* **Brief**
Look at the data below and print exactly the lines from its first line through the line with "List all street"; the pictures stay out of the copy.

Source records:
[Start of section]

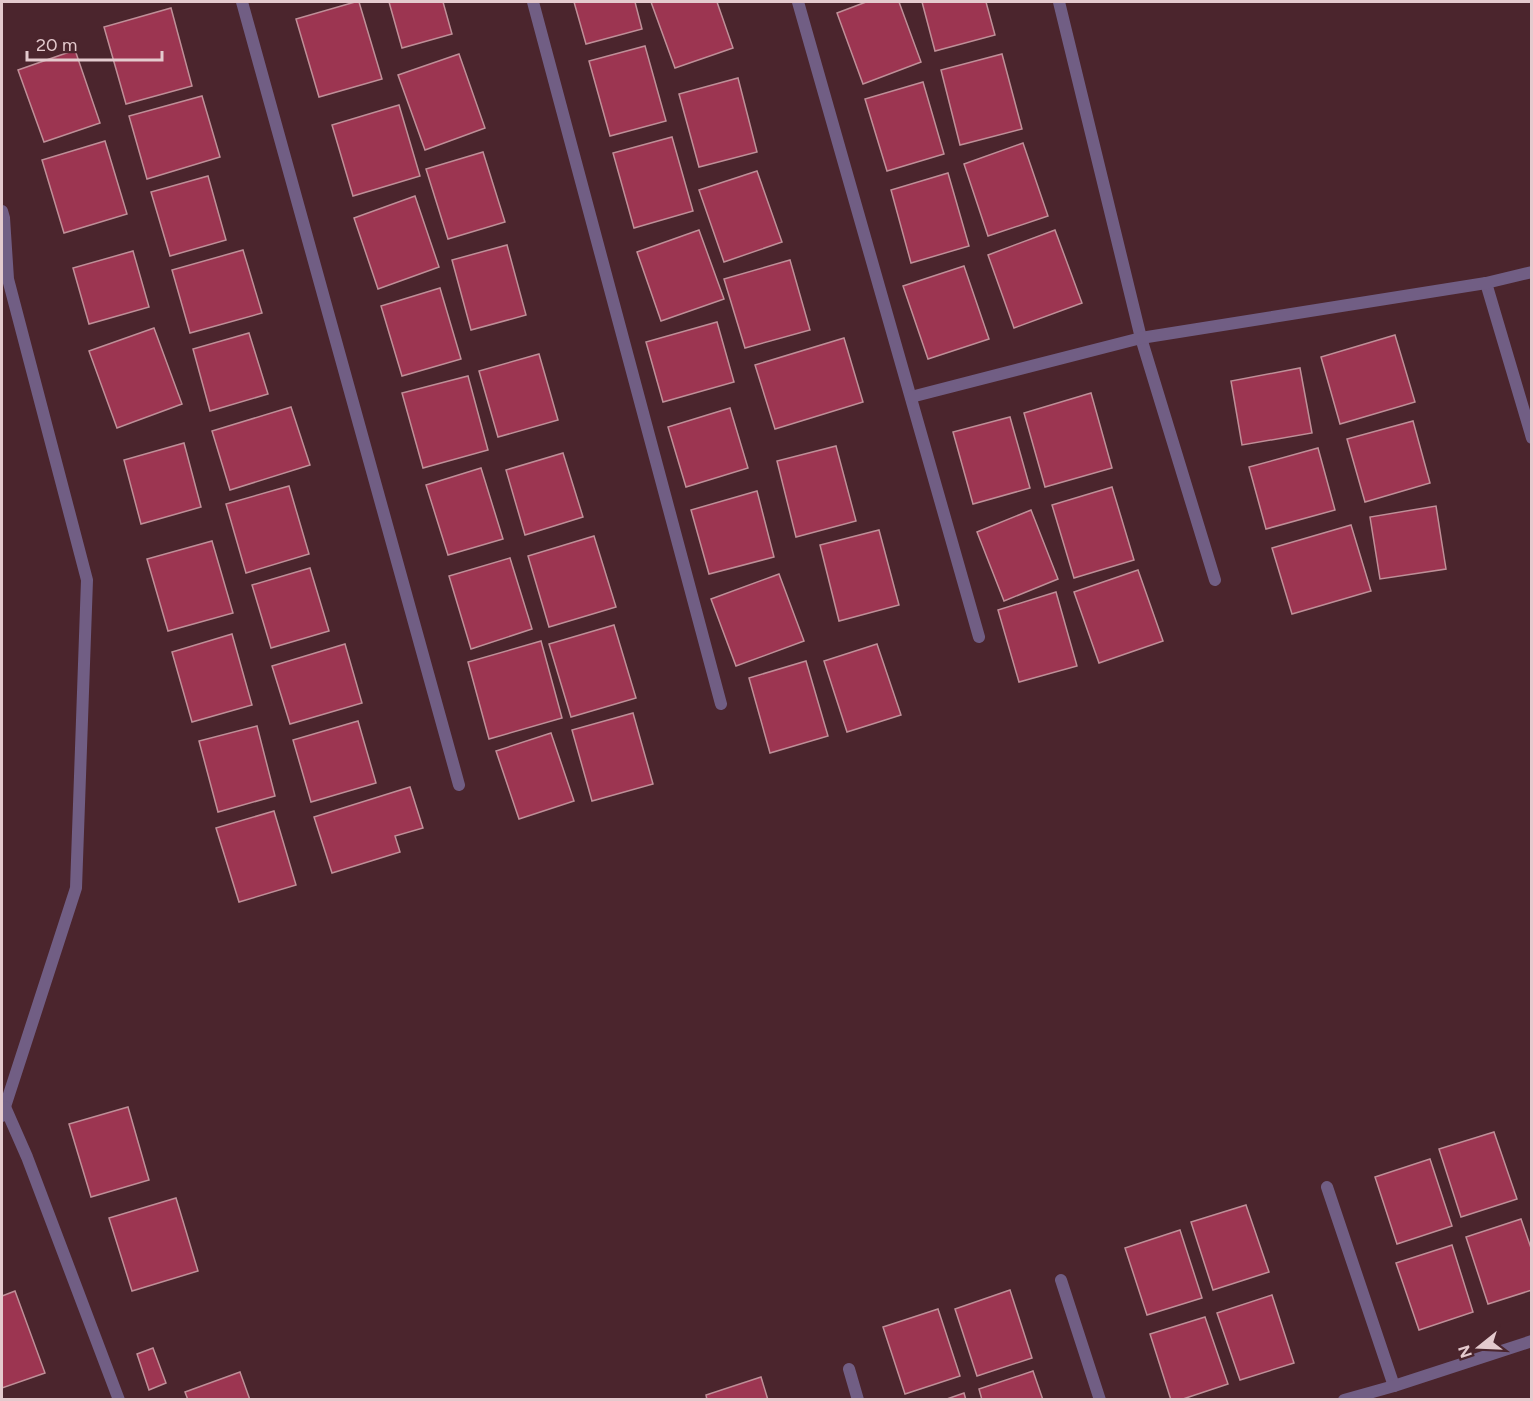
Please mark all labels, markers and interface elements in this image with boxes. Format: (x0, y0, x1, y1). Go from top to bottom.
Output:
scale bar (27, 24, 162, 62)
text: 20 m (36, 34, 77, 56)
north arrow (1449, 1317, 1509, 1377)
text: N (1454, 1343, 1476, 1360)

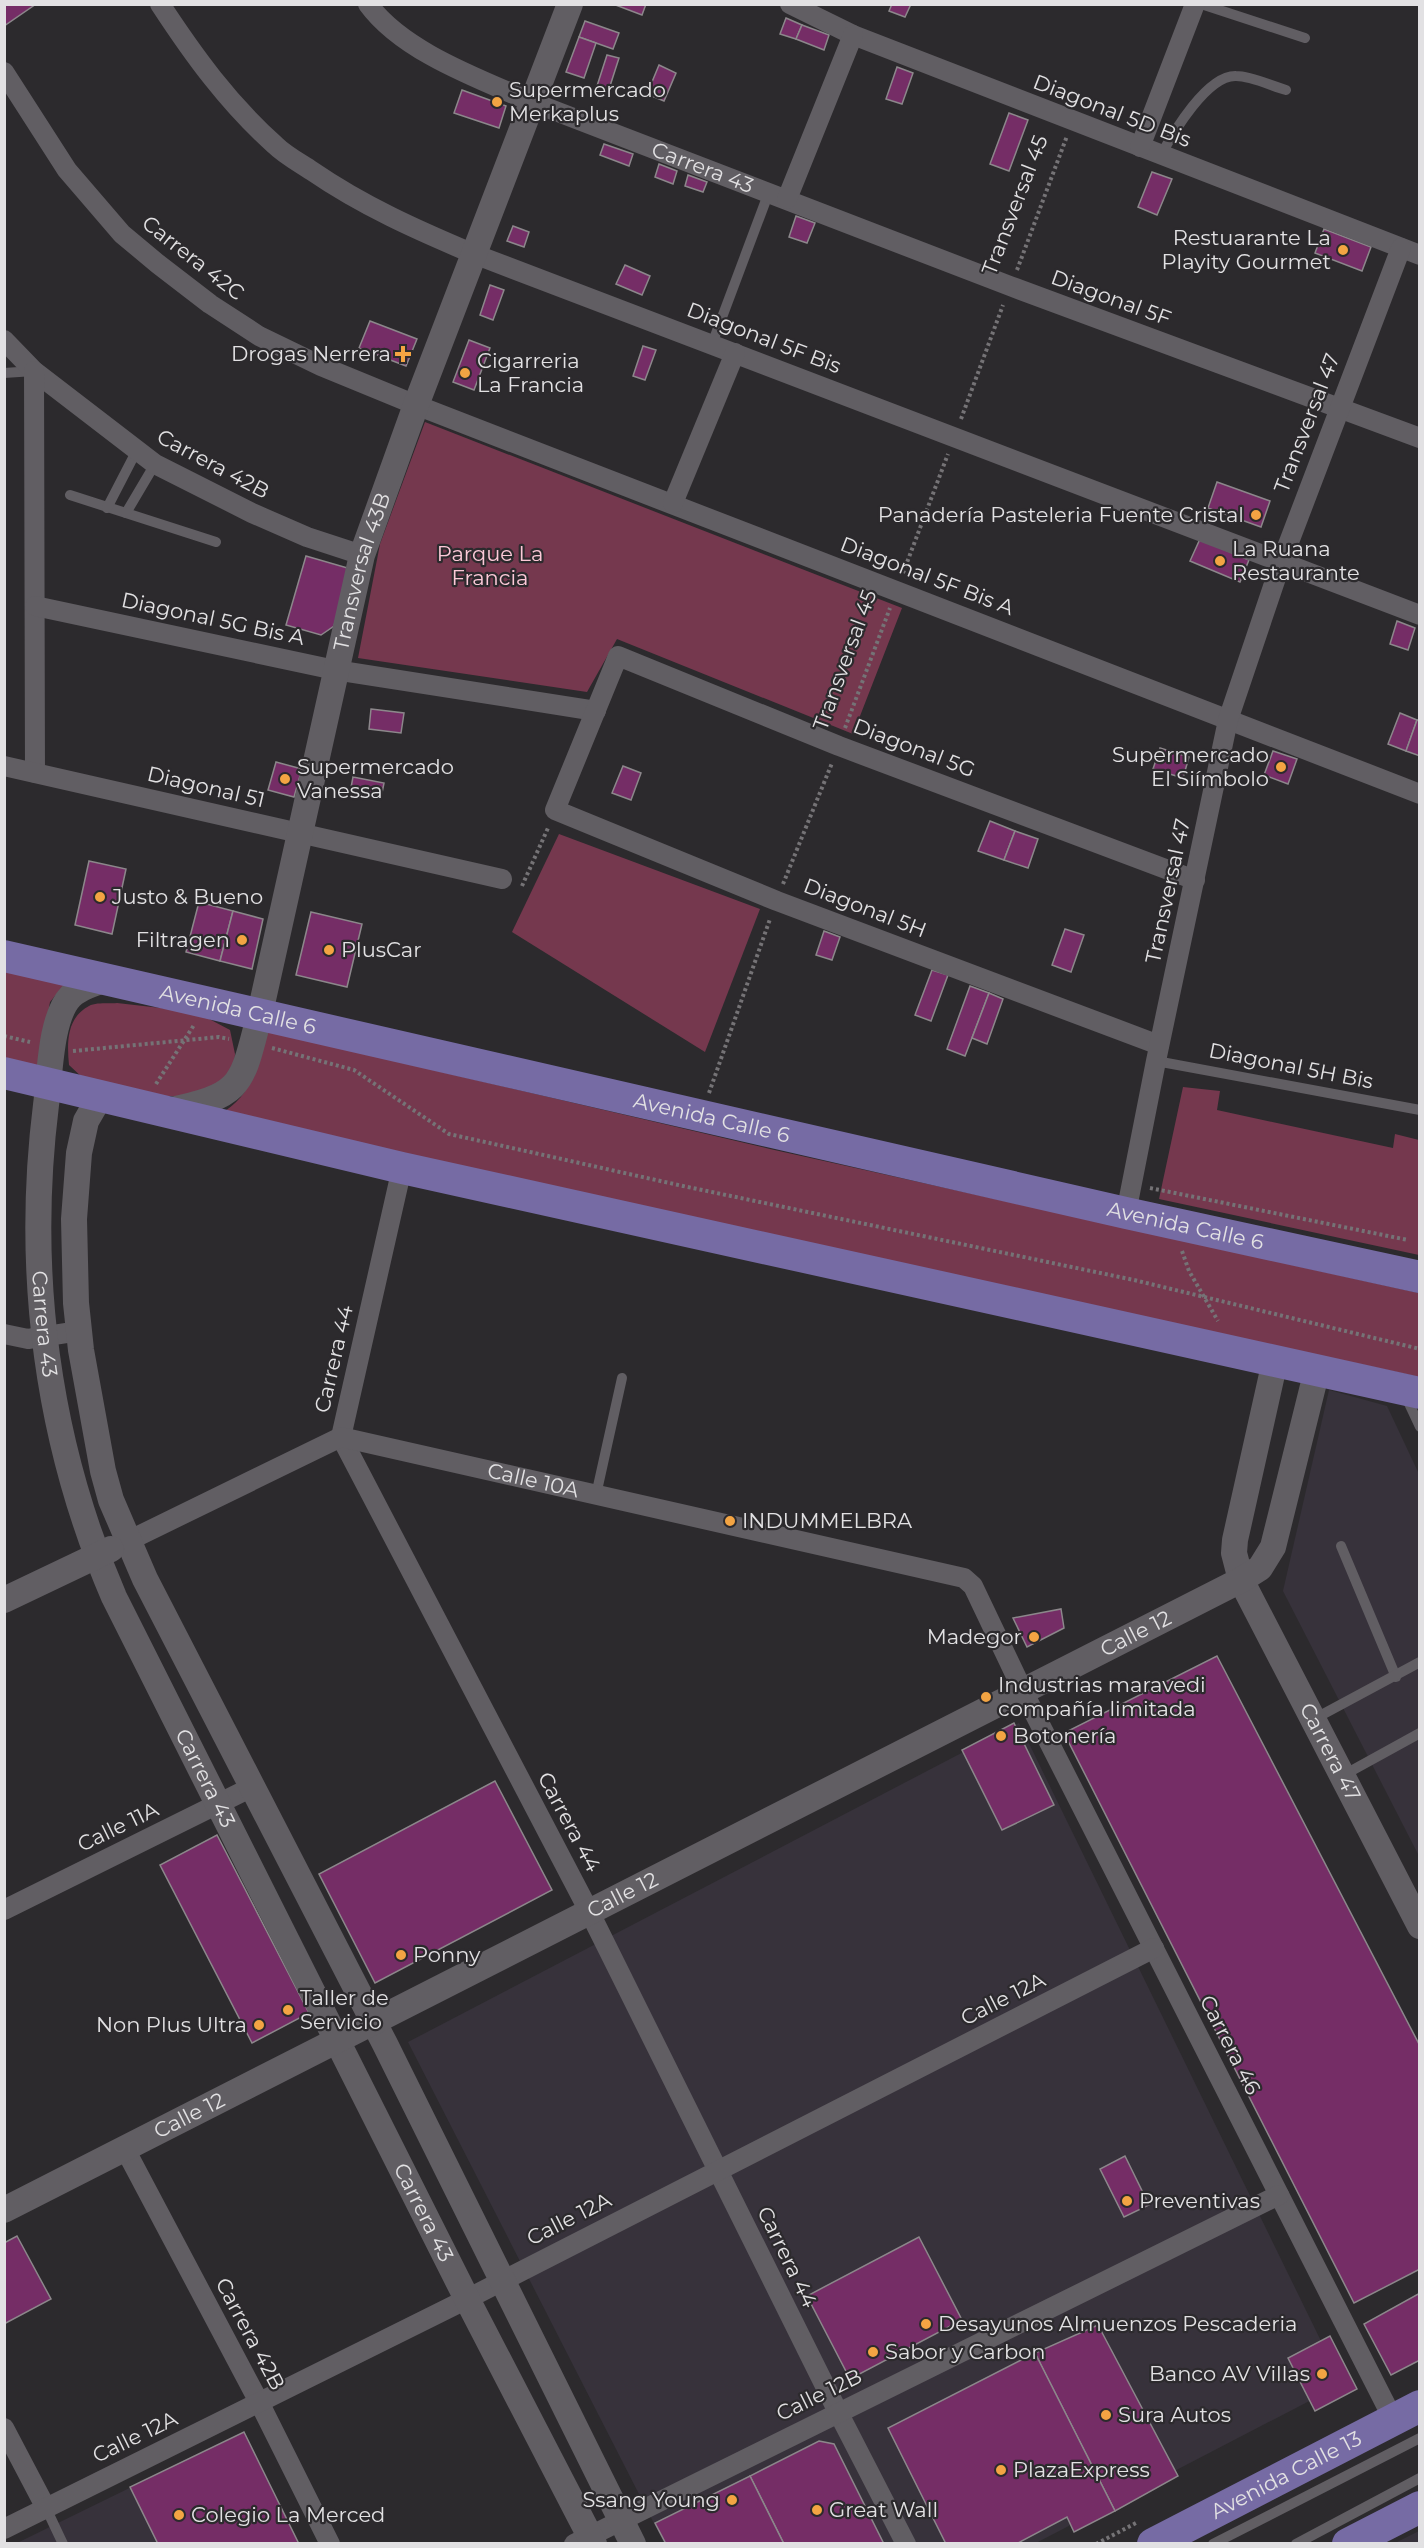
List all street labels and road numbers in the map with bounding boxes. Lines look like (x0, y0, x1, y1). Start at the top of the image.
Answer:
street label: Diagonal 5D Bis (1030, 69, 1195, 152)
street label: Transversal 45 (976, 131, 1053, 278)
street label: Carrera 43 (648, 136, 757, 198)
street label: Carrera 42C (137, 210, 249, 305)
street label: Diagonal 5F (1048, 264, 1175, 331)
street label: Diagonal 5F Bis (684, 297, 845, 378)
street label: Transversal 47 (1269, 350, 1345, 496)
street label: Carrera 42B (153, 424, 274, 504)
street label: Transversal 43B (328, 489, 395, 653)
street label: Diagonal 5F Bis A (837, 531, 1018, 620)
street label: Transversal 45 (808, 586, 882, 733)
street label: Diagonal 5G Bis A (119, 587, 308, 650)
street label: Diagonal 5G (850, 713, 979, 782)
street label: Diagonal 51 (145, 761, 267, 812)
street label: Transversal 47 (1140, 816, 1195, 965)
street label: Diagonal 5H (800, 873, 930, 942)
street label: Avenida Calle 6 (157, 979, 319, 1039)
street label: Diagonal 5H Bis (1207, 1037, 1375, 1094)
street label: Avenida Calle 6 (631, 1088, 793, 1148)
street label: Avenida Calle 6 (1105, 1196, 1267, 1255)
street label: Carrera 43 (27, 1270, 63, 1379)
street label: Carrera 44 (309, 1303, 358, 1415)
street label: Calle 10A (485, 1458, 582, 1503)
street label: Calle 12 (1096, 1605, 1175, 1662)
street label: Carrera 47 (1295, 1699, 1366, 1805)
street label: Carrera 43 (170, 1725, 241, 1832)
street label: Carrera 44 (533, 1768, 606, 1876)
street label: Calle 11A (73, 1796, 163, 1857)
street label: Calle 12 (583, 1866, 662, 1923)
street label: Calle 12A (956, 1966, 1050, 2030)
street label: Carrera 46 (1195, 1991, 1266, 2099)
street label: Calle 12 (150, 2087, 229, 2144)
street label: Carrera 43 (389, 2159, 459, 2266)
street label: Calle 12A (522, 2186, 616, 2250)
street label: Carrera 44 (752, 2202, 823, 2312)
street label: Carrera 42B (210, 2273, 290, 2394)
street label: Calle 12B (772, 2363, 866, 2426)
street label: Calle 12A (88, 2405, 182, 2468)
street label: Avenida Calle 13 (1206, 2425, 1366, 2524)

[End of section]

* **Response box**
Please mark all labels, markers and interface elements in this image with boxes. Format: (x0, y0, x1, y1). Go from top to bottom.
Output:
scale bar (27, 24, 162, 62)
text: 20 m (36, 34, 77, 56)
north arrow (1449, 1317, 1509, 1377)
text: N (1454, 1343, 1476, 1360)

List all street labels and road numbers in the map with bounding boxes. Lines look like (x0, y0, x1, y1). Start at the top of the image.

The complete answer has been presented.